Soweit das kleine Kaffee-Einmaleins. Torsten Vogel wusste aber noch weitaus mehr Interessantes zu berichten. Zum Beispiel, dass zwischen Arabica – und Robusta-Kaffee unterschieden wird. Der Arabica-Kaffee wächst im Hochland von Südamerika in einer Höhe von 800 Meter aufwärts. Er enthält mehr Aromen, weniger Koffein und muss auf Grund der Höhe von Hand geerntet werden. Robusta hingegen wächst nicht in der Höhe, wird maschinell geerntet, enthält mehr Koffein und weniger Aromen. Eine Kaffeepflanze benötigt zehn Jahre, bis ihre Früchte geerntet werden können. Etwa 30 Jahre lang können danach die Kirschen vom Kaffeestrauch geerntet werden. Diese Tatsache wird interessant, wenn man den Blick in die Vergangenheit richtete, wie Torsten Vogel deutlich macht. Die DDR bezog ihren Kaffee aus Kuba. Nur leider war es viel zu wenig. Größter Kaffeeexporteur ist nach wie vor Brasilien (Arabica). Auf dem zweiten Platz steht Vietnam (Robusta). Vietnam? Ja genau. Schuld daran ist, wenn man so will, Erich Honecker. Da von Kuba zu wenig Kaffee kam, so Torsten Vogel, musste eine Lösung her. Vietnam wurde dafür auserkoren. Ende der 70er Jahre ging es in dem asiatischen Land damit los, weiß der Experte zu berichten. Es wurden Kaffeeplantagen angelegt. Da der Kaffee jedoch, wie schon erwähnt, zehn Jahre bis zur Erntereife braucht, kam die Wende dazwischen. Nunmehr hatte Vietnam das Problem, seinen Robusta-Kaffee abzusetzen. Das gelingt nur über den Preis.

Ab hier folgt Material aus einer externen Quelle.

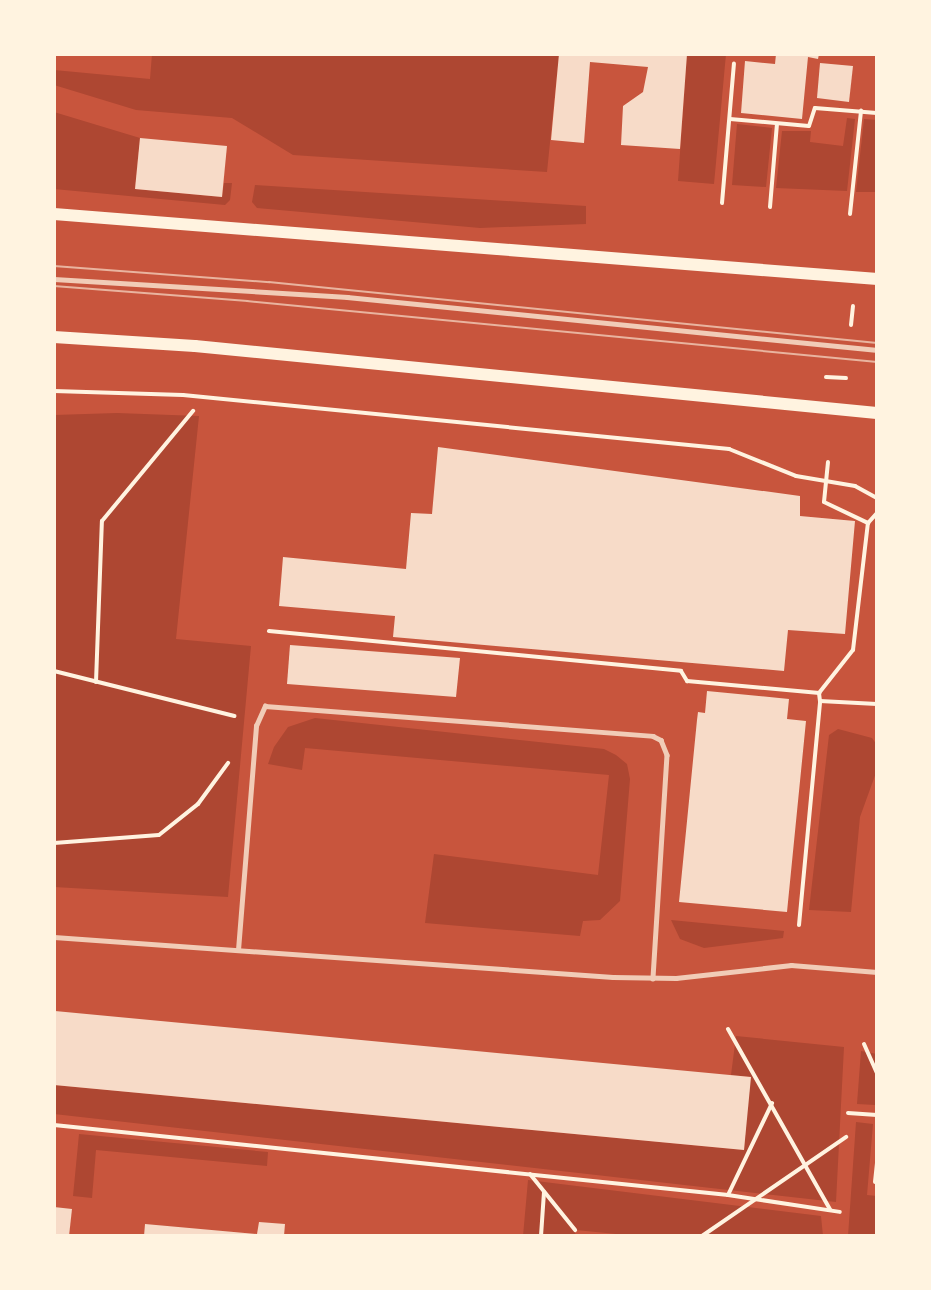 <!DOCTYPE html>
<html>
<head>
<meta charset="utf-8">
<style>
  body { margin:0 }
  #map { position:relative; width:931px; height:1290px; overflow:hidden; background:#c8553d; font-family:"Titillium Web",sans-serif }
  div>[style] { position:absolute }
  .green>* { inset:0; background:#ae4732 }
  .building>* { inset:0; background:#f7dbc8 }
  .path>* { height:4px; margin:-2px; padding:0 2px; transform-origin:2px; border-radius:2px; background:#fff3e0 }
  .service>* { height:4.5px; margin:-2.25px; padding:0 2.25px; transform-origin:2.25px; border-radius:2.25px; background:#f1ccb7 }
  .secondary>* { height:12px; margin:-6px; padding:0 6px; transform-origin:6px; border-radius:6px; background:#fff3e0 }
  .tram>* { height:1.5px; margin:-0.75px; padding:0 0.75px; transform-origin:0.75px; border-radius:0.75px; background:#e9b49f }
  span { translate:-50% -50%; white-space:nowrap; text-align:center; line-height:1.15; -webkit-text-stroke:6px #fff3e0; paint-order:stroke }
  .frame { position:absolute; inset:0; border:56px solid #fff3e0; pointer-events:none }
</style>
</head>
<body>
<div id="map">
  <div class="green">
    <div style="clip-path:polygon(152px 54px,559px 54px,547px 172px,293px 155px,232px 118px,136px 110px,54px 85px,54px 70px,150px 79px)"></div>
    <div style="clip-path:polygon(687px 54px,726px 54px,714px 184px,678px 181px)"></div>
    <div style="clip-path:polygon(54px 112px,140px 138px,135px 189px,222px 197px,224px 183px,232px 183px,230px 200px,225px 205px,54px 189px)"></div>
    <div style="clip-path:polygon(847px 118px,855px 119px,847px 191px,776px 188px,782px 131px,811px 131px,810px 142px,843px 146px)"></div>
    <div style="clip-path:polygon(864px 119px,877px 120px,877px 192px,856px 192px)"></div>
    <div style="clip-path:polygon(737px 124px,772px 128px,766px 187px,732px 185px)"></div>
    <div style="clip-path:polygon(255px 185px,586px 206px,586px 224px,480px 228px,257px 208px,252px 202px)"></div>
    <div style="clip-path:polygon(117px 413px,199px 416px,176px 639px,251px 646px,228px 897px,54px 887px,54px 415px)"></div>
    <div style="clip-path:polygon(315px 718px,604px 749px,616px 755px,627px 764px,630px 779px,620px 901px,600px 920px,583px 921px,580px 936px,425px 923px,434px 854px,598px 875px,609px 775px,305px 748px,302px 770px,268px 764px,274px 747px,288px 727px)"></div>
    <div style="clip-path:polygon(838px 729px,872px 738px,877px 745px,877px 770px,860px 817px,851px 912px,809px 910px,829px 735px)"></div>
    <div style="clip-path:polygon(671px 920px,784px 931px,783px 938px,704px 948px,680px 939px)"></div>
    <div style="clip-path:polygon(736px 1036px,844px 1047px,836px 1202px,54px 1114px,54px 1085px,744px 1150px,750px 1077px,731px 1075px)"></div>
    <div style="clip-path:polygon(861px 1051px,877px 1054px,875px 1105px,857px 1104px)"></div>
    <div style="clip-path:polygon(856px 1122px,873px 1124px,867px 1195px,877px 1196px,877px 1236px,848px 1236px)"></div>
    <div style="clip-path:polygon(79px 1134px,268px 1152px,267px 1166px,96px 1150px,92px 1198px,73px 1196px)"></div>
    <div style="clip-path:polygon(528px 1180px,821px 1216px,823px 1236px,636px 1236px,576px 1230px,575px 1236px,523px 1236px)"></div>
  </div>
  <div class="building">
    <div style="clip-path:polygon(559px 54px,687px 54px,680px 149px,621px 145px,623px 106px,643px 92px,648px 67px,590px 62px,584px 143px,551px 140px)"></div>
    <div style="clip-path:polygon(776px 54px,819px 54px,818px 59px,808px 57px,802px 119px,741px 113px,745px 61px,775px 64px)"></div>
    <div style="clip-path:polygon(820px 63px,853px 66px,849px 102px,817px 98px)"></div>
    <div style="clip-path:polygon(140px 138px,227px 146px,222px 197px,135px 189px)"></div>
    <div style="clip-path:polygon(438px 447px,800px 496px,800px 516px,855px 521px,845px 634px,788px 630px,784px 671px,393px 637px,395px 616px,279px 606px,283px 557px,406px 569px,411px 513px,432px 514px)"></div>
    <div style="clip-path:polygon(290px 645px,460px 658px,456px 697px,287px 684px)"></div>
    <div style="clip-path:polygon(707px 691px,789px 699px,787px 719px,806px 721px,787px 912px,679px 902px,697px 720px,698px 712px,705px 713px)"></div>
    <div style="clip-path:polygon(55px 1011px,751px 1077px,744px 1150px,54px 1085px)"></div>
    <div style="clip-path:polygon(54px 1207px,72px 1209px,69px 1236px,54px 1236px)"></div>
    <div style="clip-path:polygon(259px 1222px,285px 1224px,284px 1236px,144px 1236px,145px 1224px,257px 1234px)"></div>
  </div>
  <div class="path">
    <div style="left:730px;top:119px;width:79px;rotate:5.1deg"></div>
    <div style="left:809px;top:126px;width:19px;rotate:-72deg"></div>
    <div style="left:815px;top:108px;width:62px;rotate:4.6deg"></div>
    <div style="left:722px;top:203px;width:140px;rotate:-85.1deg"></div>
    <div style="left:770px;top:207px;width:83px;rotate:-85.2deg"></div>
    <div style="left:850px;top:214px;width:104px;rotate:-83.9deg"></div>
    <div style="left:851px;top:325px;width:19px;rotate:-84deg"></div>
    <div style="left:826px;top:377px;width:20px;rotate:3deg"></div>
    <div style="left:54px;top:391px;width:129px;rotate:1.8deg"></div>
    <div style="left:183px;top:395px;width:549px;rotate:5.65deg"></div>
    <div style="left:729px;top:449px;width:72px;rotate:21.9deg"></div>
    <div style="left:796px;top:476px;width:60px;rotate:9.6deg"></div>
    <div style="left:855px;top:486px;width:25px;rotate:29deg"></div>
    <div style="left:828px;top:462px;width:40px;rotate:95.7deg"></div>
    <div style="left:824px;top:502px;width:49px;rotate:25.5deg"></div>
    <div style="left:269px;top:631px;width:414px;rotate:5.5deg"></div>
    <div style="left:681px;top:671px;width:12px;rotate:59deg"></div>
    <div style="left:687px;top:681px;width:133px;rotate:5.2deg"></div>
    <div style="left:819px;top:693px;width:8px;rotate:83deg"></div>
    <div style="left:820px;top:701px;width:57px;rotate:3deg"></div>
    <div style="left:54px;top:671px;width:186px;rotate:14deg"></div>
    <div style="left:96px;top:682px;width:161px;rotate:-87.9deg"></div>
    <div style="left:102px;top:521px;width:143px;rotate:-50.4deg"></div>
    <div style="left:819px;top:693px;width:55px;rotate:-51.7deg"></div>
    <div style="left:853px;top:650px;width:128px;rotate:-83.3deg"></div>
    <div style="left:868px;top:523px;width:13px;rotate:-48deg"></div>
    <div style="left:54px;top:843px;width:105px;rotate:-4.4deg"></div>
    <div style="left:159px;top:835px;width:50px;rotate:-38.5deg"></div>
    <div style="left:198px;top:804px;width:51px;rotate:-53.8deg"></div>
    <div style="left:799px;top:925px;width:225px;rotate:-84.6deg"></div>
    <div style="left:54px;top:971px;width:4px;rotate:-90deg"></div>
    <div style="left:728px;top:1029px;width:207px;rotate:60.5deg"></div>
    <div style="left:864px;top:1044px;width:32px;rotate:66deg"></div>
    <div style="left:848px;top:1113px;width:29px;rotate:4deg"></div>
    <div style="left:54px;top:1125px;width:678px;rotate:5.93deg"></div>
    <div style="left:728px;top:1195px;width:113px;rotate:8.6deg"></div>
    <div style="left:530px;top:1174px;width:72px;rotate:51.2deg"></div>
    <div style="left:875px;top:1182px;width:20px;rotate:-84deg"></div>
    <div style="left:728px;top:1195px;width:102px;rotate:-64.4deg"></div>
    <div style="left:541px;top:1236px;width:44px;rotate:-86.1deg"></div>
    <div style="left:702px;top:1236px;width:175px;rotate:-34.5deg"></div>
  </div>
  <div class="service">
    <div style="left:54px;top:279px;width:294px;rotate:3.5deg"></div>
    <div style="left:347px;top:297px;width:533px;rotate:5.71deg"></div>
    <div style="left:54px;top:937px;width:560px;rotate:4.09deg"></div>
    <div style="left:613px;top:977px;width:63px;rotate:0.9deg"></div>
    <div style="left:676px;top:978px;width:116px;rotate:-6.4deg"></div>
    <div style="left:791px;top:965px;width:86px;rotate:4.7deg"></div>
    <div style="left:238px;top:950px;width:225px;rotate:-85.4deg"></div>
    <div style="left:256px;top:726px;width:22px;rotate:-66deg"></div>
    <div style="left:265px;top:706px;width:389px;rotate:4.4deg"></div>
    <div style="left:653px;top:736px;width:9px;rotate:27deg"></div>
    <div style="left:661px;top:740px;width:16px;rotate:68deg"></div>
    <div style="left:667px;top:755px;width:224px;rotate:93.6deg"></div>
  </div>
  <div class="secondary">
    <div style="left:54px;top:214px;width:826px;rotate:4.52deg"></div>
    <div style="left:54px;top:337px;width:141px;rotate:3.7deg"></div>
    <div style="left:195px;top:346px;width:685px;rotate:5.61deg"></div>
  </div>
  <div class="tram">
    <div style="left:54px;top:266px;width:216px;rotate:4.3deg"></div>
    <div style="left:269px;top:282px;width:611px;rotate:5.73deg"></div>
    <div style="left:54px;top:286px;width:194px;rotate:4.4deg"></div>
    <div style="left:247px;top:301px;width:633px;rotate:5.53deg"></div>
  </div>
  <div class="frame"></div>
</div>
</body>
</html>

Viel mehr gäbe es noch über die Kaffeerösterei Hannemann und die Wissenschaft „Kaffee“ zu berichten. Zum Beispiel dass das Ehepaar Fuchs / Vogel eigentlich ganz andere Berufe erlernt hat. Antje Fuchs ist gelernte Brau- und Mälzerin, arbeitete in der Köthener Brauerei und danach im Einzelhandel, zuletzt in Moskau. Torsten Vogel hingegen ist gelernter Funk- und Fernmeldemechaniker. Anfang der 90er Jahre eröffnete er ein CD- und Schallplattengeschäft und war als DJ unterwegs. Zum Kaffee kamen beiden 2009 im Sommer in Kühlungsborn, als alle Urlauber am Strand lagen, sie jedoch nachmittags an einem Schaurösten teilnahmen, weil ihnen der herkömmliche Kaffee nicht schmeckte. Nach dieser Veranstaltung stand für beide fest: Das machen wir! Wir wollen in Köthen probieren, mit dem Kaffeerösten uns zu etablieren. Lehrgänge wurden besucht und anschließend mit einem kleinen aber feinen Landen in der Köthener Ölmühlenstraße gestartet. Jetzt befindet sich ihr Geschäft in der Fußgängerzone Schalaunische Straße und sieben weitere Mitarbeiterinnen sorgen dafür, dass die Kunden zufrieden aus dem überaus geschmackvoll eingerichteten Geschäft mit vielen tollen außergewöhnlichen Produkten auch außerhalb des vielfältigen Kaffeesortiments nach Hause gehen.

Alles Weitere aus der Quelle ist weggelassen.